APRIL 22, 2016
I WANT TO GET to how Girls is a little bit like The 400 Blows, but before that: a trip down memory lane. The first words we ever wrote as Dear Television were about the first season of Girls. Those were the days when our column was just a hastily designed WordPress and LARB itself was just a hastily designed Tumblr, rather than the mind-boggling feat of digital wizardry it has become today. But Girls is where this started for us, and so, as we come to the end of a triumphant fifth season and look to the upcoming final run of this show, I have been looking back at our own relationship to it. Because it is a relationship. I was just lecturing a roomful of undergraduates — who are in the midst of watching The Wire for my intro media studies course — sounding half-crazed, I think, about how television series like these are important if only because they constitute an actual part of our lives. Because of their seriality, because of the attention they demand, because of the commitment we give to the best of them, they end up constituting an element, however small, of the way we live our lives day to day — and that’s whether we watch week to week or binge to catch up. More so than most other art forms, TV is the one we integrate into our existence.

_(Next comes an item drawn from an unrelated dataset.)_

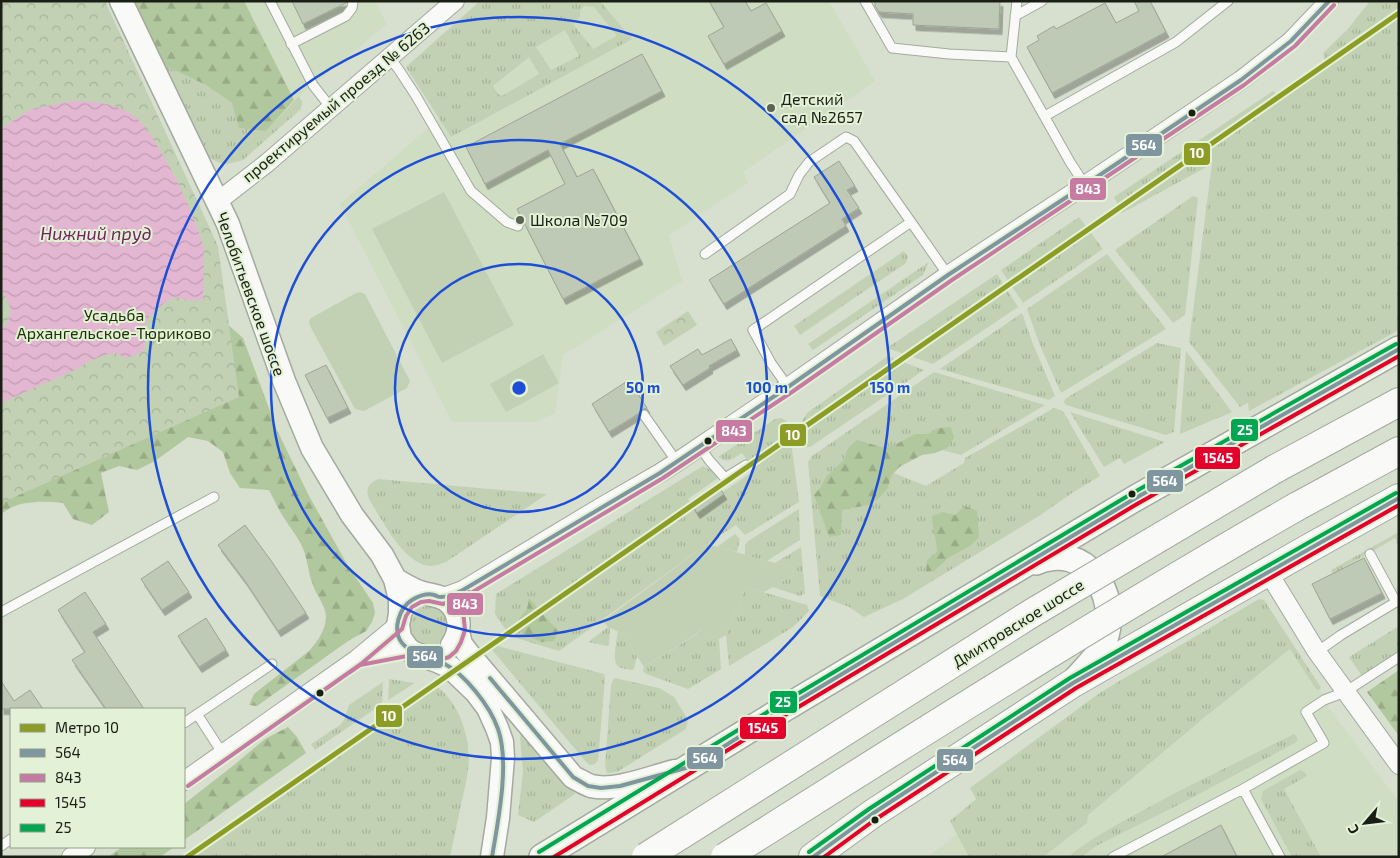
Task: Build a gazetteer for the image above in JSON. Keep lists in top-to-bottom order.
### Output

So the five seasons of Girls — two extraordinary, two good, one actively bad, with individual episodes of insane brilliance scattered pretty evenly throughout — are an inextricable part of my past four years. Same as Mad Men, same as Parks and Recreation, same as The Bachelor, same as everything else. And maybe it’s because of the confessional tone of the show, or maybe it’s because of my relative closeness in age to Lena Dunham, or maybe it’s because the premiere of this show is the reason Dear Television started and so also the inciting incident of the thousands and thousands of words I’ve written over that period, but I feel pretty close to Girls. I don’t identify with these characters — for any number of reasons, I think identification is probably the wrong way to engage Girls, or at least not a particularly helpful one — but I identify with the show, if that makes sense. I want it to succeed. I want it, in the words of Principal Toby, to find what it’s looking for.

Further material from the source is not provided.